—Vous êtes une noble femme, vous! dit-il.
Et, à ce moment, en effet, Julienne était sincèrement poussée par les plus louables sentiments. Elle n'analysait point les causes secrètes de sa bienveillance. Elle ne se demandait point si elle aurait agi de même, dans le cas où Marcelin n'aurait pas été le jeune garçon joli et spirituel qui lui plaisait. Elle le trouvait charmant; elle avait la fantaisie de l'élever: et voilà!

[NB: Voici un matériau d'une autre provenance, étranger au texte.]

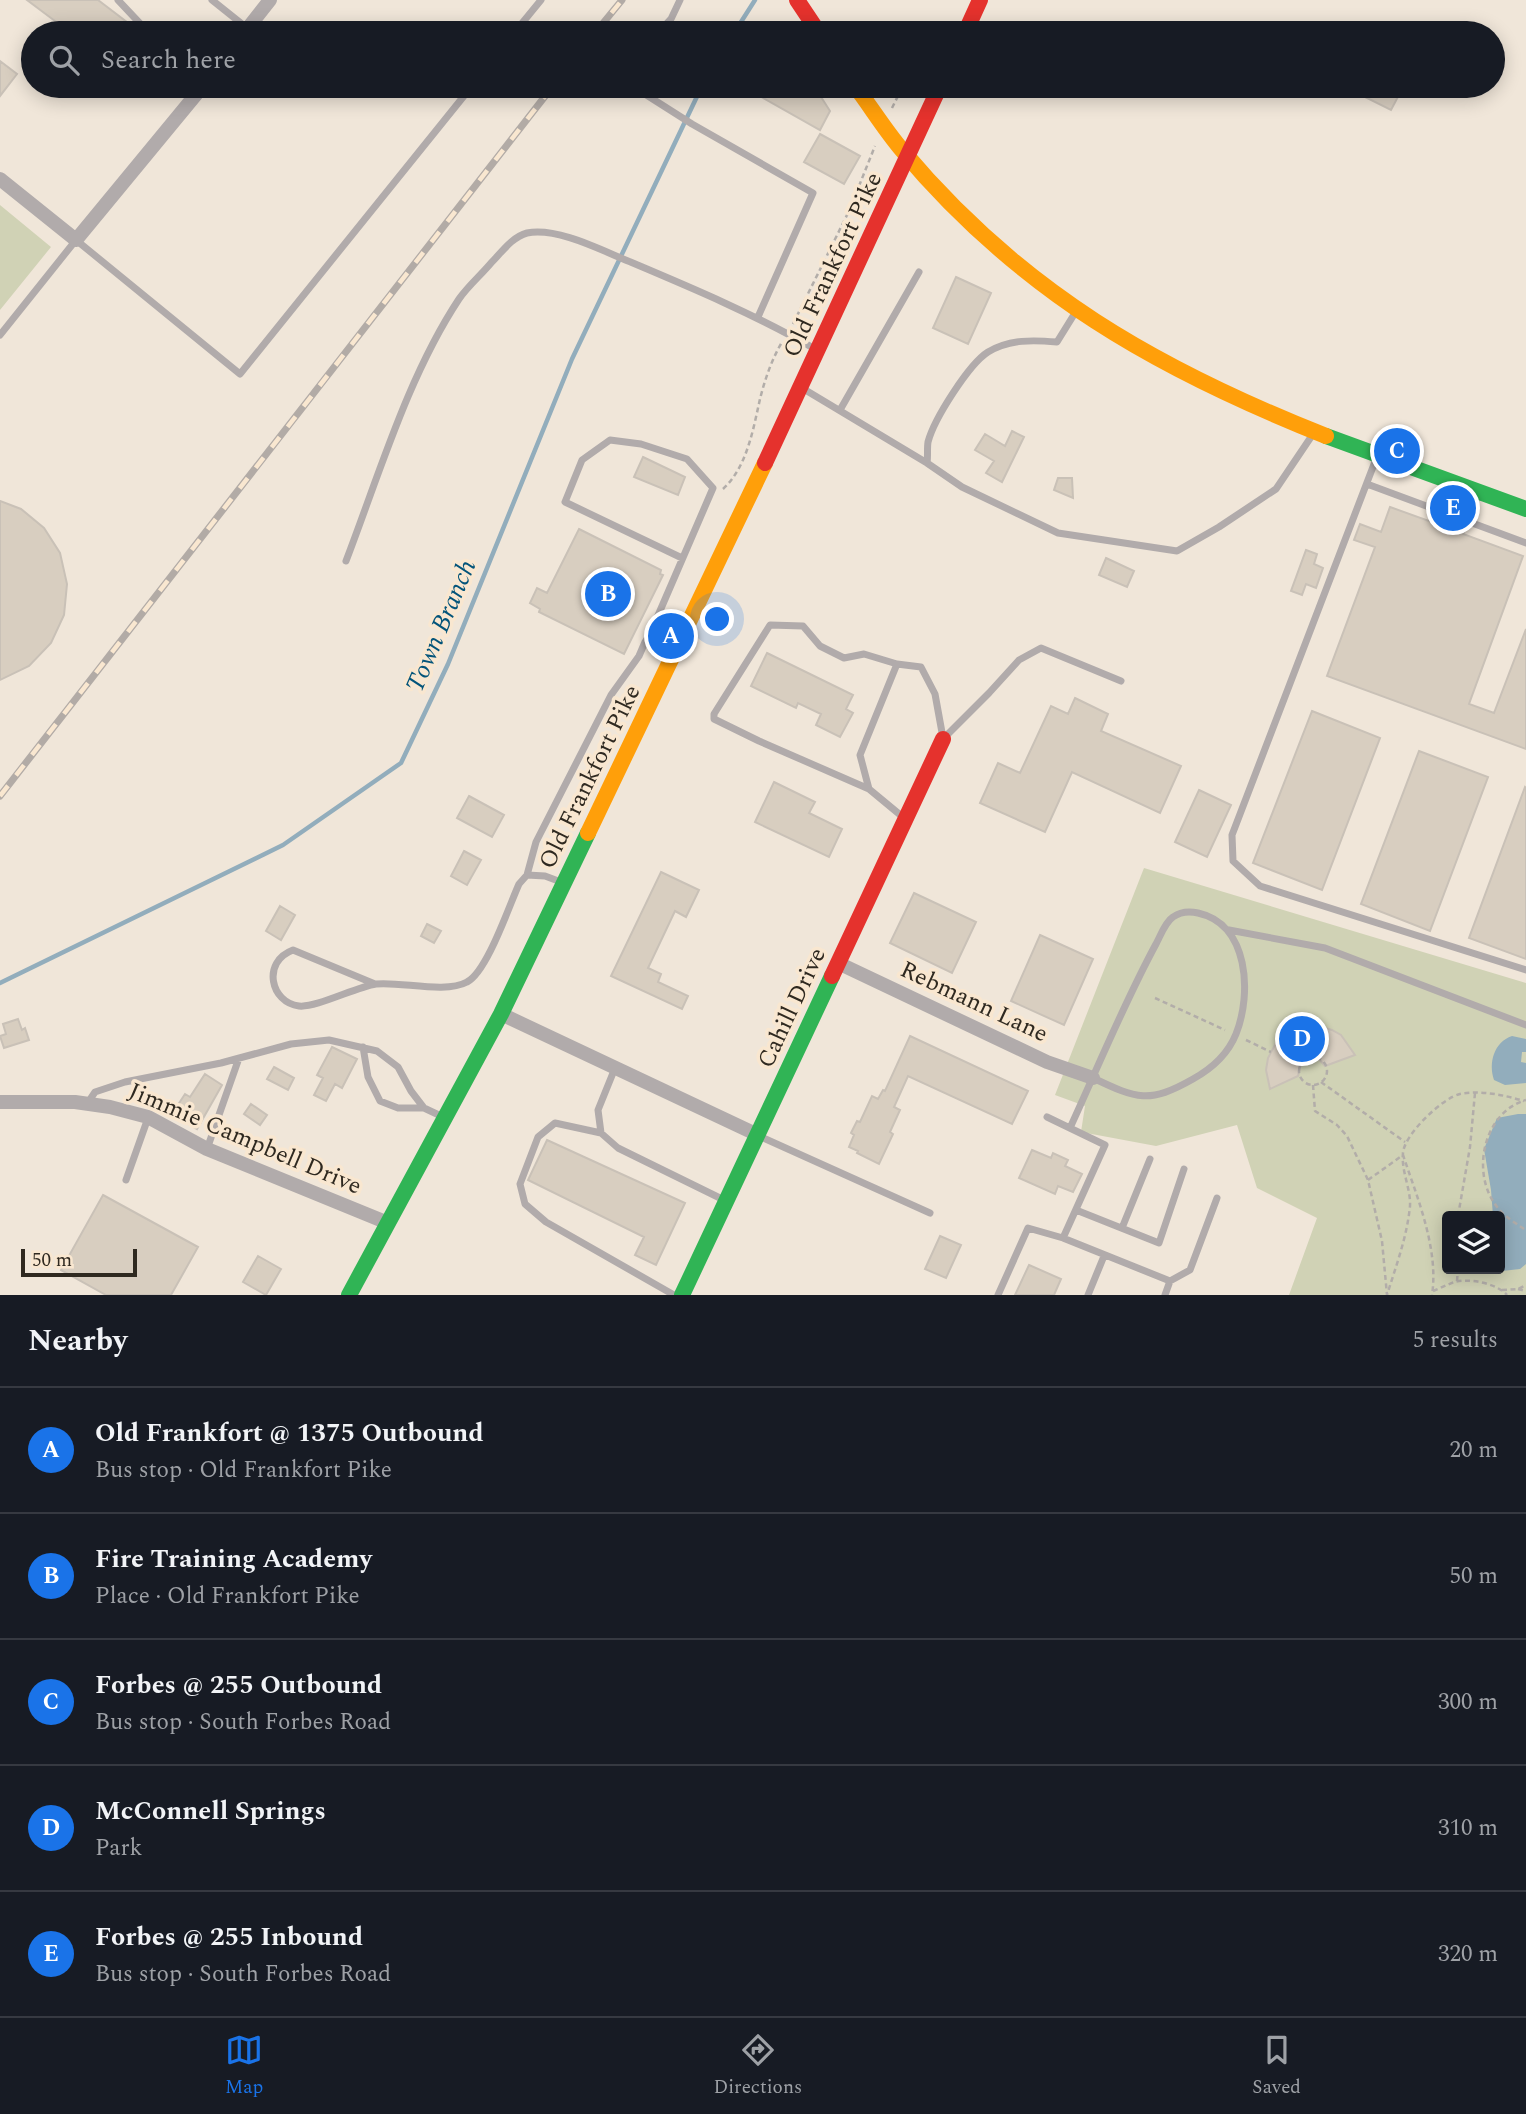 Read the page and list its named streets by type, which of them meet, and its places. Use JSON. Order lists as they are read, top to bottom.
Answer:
{
  "streets": {
    "main road": ["Old Frankfort Pike", "Cahill Drive"],
    "street": ["Rebmann Lane", "Jimmie Campbell Drive"]
  },
  "crossings": [
    ["Old Frankfort Pike", "Jimmie Campbell Drive"],
    ["Rebmann Lane", "Cahill Drive"]
  ],
  "water": ["Town Branch"],
  "scale_bar": "50 m",
  "page": {
    "search": "Search here",
    "pins": [
      "C",
      "E",
      "B",
      "A",
      "D"
    ],
    "scale": "50 m",
    "heading": ["Nearby", "5 results"],
    "list": [
      {
        "mark": "A",
        "name": "Old Frankfort @ 1375 Outbound",
        "note": "Bus stop · Old Frankfort Pike",
        "value": "20 m"
      },
      {
        "mark": "B",
        "name": "Fire Training Academy",
        "note": "Place · Old Frankfort Pike",
        "value": "50 m"
      },
      {
        "mark": "C",
        "name": "Forbes @ 255 Outbound",
        "note": "Bus stop · South Forbes Road",
        "value": "300 m"
      },
      {
        "mark": "D",
        "name": "McConnell Springs",
        "note": "Park",
        "value": "310 m"
      },
      {
        "mark": "E",
        "name": "Forbes @ 255 Inbound",
        "note": "Bus stop · South Forbes Road",
        "value": "320 m"
      }
    ],
    "nav": ["Map", "Directions", "Saved"]
  }
}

De ce jour Marcelin fut plus heureux. Il vivait plus avec Julienne qu'avec son père, celui-ci aimant mieux présider de haut, que d'avoir continuellement à ses côtés un enfant auquel il ne savait trop que dire. Marcelin avait maintenant près de douze ans. Son intelligence était vive, mais encore très féminine. Il sentait plus qu'il ne raisonnait. Il comprenait par intuition. Impressionnable à l'excès, il ne résistait pas aux mouvements de son cœur; mais il était doué d'assez de souplesse pour ne point se trahir.
Il ignorait pourquoi sa mère était partie. Ce mystère préoccupait extraordinairement son imagination. Elle n'était pas morte, il le savait. Qu'était-elle donc devenue pour avoir ainsi disparu tout à coup? Il souffrait singulièrement de cette absence. Les premiers temps, lorsqu'il questionnait, on répondait qu'elle était en voyage, qu'elle reviendrait bientôt.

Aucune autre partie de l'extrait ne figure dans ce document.